For the word "buttons", state how many lines of the records include it, with no other text.

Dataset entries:
▼▼▼

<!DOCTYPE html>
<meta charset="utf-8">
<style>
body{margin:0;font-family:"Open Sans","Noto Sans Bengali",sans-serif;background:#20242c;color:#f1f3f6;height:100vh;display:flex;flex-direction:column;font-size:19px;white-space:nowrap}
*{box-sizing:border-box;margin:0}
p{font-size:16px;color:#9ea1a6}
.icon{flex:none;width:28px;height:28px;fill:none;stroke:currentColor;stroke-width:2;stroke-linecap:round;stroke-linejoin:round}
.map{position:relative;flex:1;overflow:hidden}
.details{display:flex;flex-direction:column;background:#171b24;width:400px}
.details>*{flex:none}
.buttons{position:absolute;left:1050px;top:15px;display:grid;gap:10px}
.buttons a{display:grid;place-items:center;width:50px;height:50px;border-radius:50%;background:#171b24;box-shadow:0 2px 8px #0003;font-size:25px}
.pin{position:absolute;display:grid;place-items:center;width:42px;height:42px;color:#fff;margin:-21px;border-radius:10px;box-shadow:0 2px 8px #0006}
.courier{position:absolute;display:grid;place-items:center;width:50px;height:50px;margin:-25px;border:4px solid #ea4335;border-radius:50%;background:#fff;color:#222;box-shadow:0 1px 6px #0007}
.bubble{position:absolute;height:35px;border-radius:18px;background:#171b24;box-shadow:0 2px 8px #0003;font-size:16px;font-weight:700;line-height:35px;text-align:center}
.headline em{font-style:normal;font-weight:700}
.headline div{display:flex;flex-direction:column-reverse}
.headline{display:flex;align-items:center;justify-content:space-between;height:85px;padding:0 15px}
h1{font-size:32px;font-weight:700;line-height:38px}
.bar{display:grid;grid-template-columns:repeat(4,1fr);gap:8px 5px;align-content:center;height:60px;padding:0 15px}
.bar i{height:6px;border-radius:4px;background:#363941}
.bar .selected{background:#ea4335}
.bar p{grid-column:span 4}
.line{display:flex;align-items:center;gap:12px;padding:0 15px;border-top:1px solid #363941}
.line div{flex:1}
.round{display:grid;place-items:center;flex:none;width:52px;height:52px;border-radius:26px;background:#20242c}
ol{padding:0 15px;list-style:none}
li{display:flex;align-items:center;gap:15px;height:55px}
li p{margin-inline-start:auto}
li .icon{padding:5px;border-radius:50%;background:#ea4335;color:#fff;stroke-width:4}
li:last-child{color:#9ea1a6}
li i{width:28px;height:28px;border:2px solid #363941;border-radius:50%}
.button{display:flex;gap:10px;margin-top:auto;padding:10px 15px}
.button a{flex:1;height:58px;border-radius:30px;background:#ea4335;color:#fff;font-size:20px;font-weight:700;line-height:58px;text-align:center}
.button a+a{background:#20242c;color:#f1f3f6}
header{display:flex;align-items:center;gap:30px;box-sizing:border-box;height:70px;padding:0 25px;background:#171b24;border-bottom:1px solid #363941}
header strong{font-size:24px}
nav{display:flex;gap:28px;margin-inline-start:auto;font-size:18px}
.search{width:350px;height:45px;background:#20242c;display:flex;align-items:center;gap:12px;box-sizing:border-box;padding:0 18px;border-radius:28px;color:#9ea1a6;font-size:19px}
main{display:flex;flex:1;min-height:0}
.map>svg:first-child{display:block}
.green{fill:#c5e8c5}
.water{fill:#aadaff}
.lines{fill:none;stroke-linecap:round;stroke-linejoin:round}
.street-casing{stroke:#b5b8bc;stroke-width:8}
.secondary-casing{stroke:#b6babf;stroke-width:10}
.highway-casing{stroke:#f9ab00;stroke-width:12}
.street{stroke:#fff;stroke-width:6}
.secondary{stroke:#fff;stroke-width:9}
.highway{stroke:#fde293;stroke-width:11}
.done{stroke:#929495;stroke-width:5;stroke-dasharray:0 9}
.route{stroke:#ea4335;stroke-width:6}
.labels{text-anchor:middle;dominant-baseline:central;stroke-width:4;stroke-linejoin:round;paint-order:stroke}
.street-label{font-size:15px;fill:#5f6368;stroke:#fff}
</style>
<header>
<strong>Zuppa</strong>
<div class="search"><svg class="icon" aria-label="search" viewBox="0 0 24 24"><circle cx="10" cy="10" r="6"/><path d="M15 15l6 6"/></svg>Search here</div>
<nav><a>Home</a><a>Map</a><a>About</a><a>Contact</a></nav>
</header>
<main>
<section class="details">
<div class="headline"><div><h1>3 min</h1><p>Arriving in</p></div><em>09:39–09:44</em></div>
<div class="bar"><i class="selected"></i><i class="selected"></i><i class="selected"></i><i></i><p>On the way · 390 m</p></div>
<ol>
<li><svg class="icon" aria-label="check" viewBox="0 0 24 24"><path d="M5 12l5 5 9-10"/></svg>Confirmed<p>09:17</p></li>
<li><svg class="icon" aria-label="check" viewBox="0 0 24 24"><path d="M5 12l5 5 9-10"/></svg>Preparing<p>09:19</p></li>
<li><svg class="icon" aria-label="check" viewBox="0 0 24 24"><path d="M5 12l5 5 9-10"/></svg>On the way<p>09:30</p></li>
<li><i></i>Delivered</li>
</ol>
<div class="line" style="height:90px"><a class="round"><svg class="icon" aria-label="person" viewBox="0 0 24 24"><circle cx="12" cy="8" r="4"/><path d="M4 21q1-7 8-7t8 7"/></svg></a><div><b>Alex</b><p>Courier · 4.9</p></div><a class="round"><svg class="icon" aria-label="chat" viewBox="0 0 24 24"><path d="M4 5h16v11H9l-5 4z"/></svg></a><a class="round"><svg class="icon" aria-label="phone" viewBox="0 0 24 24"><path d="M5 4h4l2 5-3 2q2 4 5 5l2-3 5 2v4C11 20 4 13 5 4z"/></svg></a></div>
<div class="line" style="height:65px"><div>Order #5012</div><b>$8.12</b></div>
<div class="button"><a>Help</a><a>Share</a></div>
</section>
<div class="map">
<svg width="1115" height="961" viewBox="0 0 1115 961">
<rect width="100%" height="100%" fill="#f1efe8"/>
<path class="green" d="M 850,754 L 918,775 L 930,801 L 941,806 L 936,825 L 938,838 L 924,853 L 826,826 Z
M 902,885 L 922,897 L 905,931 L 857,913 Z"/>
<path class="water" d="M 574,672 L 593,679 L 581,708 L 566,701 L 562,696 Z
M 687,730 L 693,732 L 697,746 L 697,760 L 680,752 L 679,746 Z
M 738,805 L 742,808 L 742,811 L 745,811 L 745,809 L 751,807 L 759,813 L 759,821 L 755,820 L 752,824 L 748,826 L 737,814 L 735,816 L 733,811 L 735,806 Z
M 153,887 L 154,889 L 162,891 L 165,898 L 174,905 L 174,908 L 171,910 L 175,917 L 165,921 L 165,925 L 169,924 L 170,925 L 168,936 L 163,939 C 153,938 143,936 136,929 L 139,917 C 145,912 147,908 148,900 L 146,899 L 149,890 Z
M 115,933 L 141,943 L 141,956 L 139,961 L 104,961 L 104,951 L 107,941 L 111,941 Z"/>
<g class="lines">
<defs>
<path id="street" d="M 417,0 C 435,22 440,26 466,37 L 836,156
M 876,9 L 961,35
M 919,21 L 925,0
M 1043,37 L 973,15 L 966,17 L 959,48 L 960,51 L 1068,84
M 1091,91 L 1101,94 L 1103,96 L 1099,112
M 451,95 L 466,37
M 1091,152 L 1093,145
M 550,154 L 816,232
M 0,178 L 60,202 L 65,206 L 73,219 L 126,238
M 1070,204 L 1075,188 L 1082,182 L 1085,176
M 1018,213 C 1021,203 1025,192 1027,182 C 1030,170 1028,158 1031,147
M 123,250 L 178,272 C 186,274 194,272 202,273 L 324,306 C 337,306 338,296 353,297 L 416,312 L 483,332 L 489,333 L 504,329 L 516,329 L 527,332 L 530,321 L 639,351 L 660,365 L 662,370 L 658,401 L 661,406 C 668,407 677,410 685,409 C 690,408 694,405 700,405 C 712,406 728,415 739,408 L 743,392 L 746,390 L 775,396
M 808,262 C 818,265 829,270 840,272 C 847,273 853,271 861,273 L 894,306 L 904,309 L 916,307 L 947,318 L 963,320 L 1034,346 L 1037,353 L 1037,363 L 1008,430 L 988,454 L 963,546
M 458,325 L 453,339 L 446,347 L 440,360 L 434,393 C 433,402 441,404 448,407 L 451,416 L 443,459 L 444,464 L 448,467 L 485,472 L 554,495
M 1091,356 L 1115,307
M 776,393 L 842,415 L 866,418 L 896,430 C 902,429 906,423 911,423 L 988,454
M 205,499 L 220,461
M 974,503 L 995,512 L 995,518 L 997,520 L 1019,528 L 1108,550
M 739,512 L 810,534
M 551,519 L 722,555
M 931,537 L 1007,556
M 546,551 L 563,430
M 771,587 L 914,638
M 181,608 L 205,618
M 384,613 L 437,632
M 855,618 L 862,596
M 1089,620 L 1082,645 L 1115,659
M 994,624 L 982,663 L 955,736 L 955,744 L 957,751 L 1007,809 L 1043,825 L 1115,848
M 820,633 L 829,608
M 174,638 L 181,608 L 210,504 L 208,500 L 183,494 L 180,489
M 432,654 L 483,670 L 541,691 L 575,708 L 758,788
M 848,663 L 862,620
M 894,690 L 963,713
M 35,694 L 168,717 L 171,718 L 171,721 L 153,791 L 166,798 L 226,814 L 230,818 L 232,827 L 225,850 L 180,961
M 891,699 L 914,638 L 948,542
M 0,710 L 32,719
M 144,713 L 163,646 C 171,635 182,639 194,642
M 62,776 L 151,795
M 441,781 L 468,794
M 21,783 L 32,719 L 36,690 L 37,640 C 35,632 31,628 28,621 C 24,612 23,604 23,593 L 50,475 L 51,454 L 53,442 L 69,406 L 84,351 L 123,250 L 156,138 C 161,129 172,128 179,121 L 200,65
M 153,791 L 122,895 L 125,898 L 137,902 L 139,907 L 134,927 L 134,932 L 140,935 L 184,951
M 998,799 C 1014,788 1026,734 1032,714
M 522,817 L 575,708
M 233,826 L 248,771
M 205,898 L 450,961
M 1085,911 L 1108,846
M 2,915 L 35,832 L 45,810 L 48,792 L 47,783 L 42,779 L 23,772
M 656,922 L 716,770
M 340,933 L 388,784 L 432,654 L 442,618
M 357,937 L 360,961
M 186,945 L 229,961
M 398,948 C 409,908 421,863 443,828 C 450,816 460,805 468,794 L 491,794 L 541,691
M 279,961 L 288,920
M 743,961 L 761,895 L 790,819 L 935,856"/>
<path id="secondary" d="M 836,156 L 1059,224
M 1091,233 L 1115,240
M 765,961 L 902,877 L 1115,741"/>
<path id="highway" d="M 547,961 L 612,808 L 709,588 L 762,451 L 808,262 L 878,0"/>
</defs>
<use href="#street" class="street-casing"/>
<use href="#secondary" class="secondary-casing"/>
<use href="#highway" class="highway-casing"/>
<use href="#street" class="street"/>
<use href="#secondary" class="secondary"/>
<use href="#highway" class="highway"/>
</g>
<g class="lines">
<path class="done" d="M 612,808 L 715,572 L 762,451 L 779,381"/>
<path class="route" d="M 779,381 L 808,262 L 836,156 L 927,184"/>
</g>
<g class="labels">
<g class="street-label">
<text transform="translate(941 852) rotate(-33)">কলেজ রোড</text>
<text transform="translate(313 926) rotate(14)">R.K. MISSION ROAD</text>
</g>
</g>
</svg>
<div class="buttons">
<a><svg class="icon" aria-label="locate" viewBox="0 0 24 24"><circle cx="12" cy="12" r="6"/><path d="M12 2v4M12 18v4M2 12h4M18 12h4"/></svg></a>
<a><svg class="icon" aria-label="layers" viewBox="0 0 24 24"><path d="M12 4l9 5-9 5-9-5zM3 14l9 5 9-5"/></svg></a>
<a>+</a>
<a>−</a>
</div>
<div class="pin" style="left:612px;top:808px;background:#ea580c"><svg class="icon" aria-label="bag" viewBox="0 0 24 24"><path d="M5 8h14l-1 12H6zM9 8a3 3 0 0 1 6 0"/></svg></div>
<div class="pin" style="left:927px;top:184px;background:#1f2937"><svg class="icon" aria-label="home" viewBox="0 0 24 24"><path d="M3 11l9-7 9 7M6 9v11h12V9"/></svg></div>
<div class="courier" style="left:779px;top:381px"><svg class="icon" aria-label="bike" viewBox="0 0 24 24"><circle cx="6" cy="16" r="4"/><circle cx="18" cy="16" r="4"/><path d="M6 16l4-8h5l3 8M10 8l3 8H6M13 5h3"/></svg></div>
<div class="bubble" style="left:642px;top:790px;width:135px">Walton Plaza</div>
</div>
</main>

▲▲▲
▼▼▼

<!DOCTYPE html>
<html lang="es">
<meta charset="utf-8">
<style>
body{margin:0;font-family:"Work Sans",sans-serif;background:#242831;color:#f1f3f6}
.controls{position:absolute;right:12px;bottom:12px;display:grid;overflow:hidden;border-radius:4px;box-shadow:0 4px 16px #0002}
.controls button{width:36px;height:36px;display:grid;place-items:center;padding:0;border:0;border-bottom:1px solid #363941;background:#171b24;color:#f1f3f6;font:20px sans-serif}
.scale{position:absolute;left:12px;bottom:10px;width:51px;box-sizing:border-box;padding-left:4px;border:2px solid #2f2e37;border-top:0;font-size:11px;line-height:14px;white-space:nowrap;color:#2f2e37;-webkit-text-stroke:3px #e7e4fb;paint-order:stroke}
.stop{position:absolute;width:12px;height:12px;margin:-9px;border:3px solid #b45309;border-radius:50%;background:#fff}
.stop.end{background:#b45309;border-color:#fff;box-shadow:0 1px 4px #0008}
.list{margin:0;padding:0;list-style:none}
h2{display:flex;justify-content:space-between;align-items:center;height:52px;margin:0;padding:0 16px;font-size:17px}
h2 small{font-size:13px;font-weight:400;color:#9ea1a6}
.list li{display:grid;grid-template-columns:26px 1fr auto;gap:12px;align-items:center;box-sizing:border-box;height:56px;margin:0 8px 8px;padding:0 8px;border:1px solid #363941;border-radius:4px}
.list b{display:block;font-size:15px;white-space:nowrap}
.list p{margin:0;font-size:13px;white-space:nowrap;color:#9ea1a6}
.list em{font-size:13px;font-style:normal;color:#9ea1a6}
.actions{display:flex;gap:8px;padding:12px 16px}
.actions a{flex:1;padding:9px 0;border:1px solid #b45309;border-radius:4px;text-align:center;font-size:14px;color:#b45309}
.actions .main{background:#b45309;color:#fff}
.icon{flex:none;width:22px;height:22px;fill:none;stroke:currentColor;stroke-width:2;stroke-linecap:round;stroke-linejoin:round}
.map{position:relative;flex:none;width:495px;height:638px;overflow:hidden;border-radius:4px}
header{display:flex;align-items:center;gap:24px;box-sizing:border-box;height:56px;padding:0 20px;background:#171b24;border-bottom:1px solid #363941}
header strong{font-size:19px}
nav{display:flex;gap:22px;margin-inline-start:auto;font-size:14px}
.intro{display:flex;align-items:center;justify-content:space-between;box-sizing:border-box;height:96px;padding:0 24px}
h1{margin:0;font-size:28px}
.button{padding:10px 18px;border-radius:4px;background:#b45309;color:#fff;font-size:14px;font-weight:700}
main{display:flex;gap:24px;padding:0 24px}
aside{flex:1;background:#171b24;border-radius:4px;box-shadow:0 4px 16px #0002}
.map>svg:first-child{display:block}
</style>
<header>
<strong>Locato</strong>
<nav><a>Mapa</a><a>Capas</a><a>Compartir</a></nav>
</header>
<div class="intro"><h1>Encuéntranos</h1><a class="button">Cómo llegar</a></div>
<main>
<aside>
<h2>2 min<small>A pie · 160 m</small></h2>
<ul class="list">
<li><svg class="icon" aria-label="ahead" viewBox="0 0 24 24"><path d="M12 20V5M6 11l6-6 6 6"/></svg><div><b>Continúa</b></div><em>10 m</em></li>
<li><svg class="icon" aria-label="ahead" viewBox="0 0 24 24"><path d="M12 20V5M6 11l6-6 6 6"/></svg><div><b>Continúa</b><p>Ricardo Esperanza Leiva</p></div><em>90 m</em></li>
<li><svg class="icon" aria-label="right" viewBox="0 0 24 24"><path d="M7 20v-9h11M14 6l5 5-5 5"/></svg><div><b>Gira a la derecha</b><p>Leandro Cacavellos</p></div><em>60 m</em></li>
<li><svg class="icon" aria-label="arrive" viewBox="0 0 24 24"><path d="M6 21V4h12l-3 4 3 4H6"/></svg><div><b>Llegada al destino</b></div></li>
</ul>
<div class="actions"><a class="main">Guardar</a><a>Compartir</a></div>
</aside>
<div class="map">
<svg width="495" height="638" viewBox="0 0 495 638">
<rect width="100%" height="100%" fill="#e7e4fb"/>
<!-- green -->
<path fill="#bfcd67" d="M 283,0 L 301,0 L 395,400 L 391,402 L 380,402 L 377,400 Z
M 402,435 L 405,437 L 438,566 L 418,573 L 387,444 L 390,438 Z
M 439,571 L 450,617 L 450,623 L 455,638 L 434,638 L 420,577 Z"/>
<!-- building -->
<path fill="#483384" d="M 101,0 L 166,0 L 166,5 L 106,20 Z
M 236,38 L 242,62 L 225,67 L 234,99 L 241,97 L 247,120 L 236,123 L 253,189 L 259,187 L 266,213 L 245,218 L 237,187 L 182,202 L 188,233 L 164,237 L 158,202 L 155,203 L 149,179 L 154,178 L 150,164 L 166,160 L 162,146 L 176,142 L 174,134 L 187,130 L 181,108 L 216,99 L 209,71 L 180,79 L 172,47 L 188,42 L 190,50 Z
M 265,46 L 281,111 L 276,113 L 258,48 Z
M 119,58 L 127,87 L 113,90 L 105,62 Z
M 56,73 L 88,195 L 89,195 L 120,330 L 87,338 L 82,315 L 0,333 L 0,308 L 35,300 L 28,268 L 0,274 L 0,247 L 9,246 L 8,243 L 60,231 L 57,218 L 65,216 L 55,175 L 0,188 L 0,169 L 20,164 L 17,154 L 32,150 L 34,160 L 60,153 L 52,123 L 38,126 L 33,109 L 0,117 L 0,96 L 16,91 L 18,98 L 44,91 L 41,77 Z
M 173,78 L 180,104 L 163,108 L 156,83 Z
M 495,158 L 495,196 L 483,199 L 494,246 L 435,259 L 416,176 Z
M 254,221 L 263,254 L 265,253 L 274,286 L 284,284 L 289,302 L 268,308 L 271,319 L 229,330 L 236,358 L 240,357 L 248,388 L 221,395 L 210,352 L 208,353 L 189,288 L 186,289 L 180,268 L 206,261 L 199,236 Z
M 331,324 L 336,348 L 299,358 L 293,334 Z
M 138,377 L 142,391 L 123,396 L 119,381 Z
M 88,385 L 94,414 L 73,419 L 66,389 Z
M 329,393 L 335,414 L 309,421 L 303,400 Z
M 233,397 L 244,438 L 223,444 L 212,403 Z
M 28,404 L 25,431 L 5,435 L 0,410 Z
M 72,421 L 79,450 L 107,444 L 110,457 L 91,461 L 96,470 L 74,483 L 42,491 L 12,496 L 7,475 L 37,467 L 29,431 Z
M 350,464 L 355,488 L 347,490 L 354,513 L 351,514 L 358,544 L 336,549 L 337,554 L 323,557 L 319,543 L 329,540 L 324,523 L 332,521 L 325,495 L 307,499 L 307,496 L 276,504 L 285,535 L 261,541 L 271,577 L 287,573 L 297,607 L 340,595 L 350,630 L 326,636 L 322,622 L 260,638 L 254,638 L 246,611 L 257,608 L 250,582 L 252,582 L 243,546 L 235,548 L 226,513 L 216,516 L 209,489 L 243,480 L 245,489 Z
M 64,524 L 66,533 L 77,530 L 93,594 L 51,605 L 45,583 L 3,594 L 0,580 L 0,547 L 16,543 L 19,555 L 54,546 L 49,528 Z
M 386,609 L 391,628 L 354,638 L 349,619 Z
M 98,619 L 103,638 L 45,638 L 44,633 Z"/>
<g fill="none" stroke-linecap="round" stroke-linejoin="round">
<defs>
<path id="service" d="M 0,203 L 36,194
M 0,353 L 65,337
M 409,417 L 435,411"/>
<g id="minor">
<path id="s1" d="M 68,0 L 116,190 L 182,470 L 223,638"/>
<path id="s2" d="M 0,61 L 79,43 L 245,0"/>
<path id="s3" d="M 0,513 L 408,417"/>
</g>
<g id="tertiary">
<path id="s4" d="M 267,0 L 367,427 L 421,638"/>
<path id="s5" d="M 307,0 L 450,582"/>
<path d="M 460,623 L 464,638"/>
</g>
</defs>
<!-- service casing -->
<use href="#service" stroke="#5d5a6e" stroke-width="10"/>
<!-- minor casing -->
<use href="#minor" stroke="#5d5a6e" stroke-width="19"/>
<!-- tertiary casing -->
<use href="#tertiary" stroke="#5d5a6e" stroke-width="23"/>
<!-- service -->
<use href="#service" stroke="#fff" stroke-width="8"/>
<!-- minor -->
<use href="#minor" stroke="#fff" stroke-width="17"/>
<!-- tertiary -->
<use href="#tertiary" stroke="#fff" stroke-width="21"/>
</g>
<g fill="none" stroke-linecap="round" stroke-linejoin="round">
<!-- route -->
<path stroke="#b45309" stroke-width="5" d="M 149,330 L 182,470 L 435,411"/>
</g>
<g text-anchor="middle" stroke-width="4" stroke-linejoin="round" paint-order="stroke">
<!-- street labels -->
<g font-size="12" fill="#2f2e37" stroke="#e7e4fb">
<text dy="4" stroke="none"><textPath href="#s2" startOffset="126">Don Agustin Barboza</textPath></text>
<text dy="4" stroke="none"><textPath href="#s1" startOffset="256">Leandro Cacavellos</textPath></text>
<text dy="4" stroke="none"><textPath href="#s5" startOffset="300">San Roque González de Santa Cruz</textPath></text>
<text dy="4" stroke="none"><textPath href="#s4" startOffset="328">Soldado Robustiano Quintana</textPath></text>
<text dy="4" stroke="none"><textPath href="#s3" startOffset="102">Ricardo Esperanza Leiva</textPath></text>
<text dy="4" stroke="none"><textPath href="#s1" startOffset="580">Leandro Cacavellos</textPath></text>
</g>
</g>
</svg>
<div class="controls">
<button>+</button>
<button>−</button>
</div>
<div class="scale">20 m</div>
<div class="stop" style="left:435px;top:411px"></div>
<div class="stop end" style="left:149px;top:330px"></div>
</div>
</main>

▲▲▲

SOLUTION:
3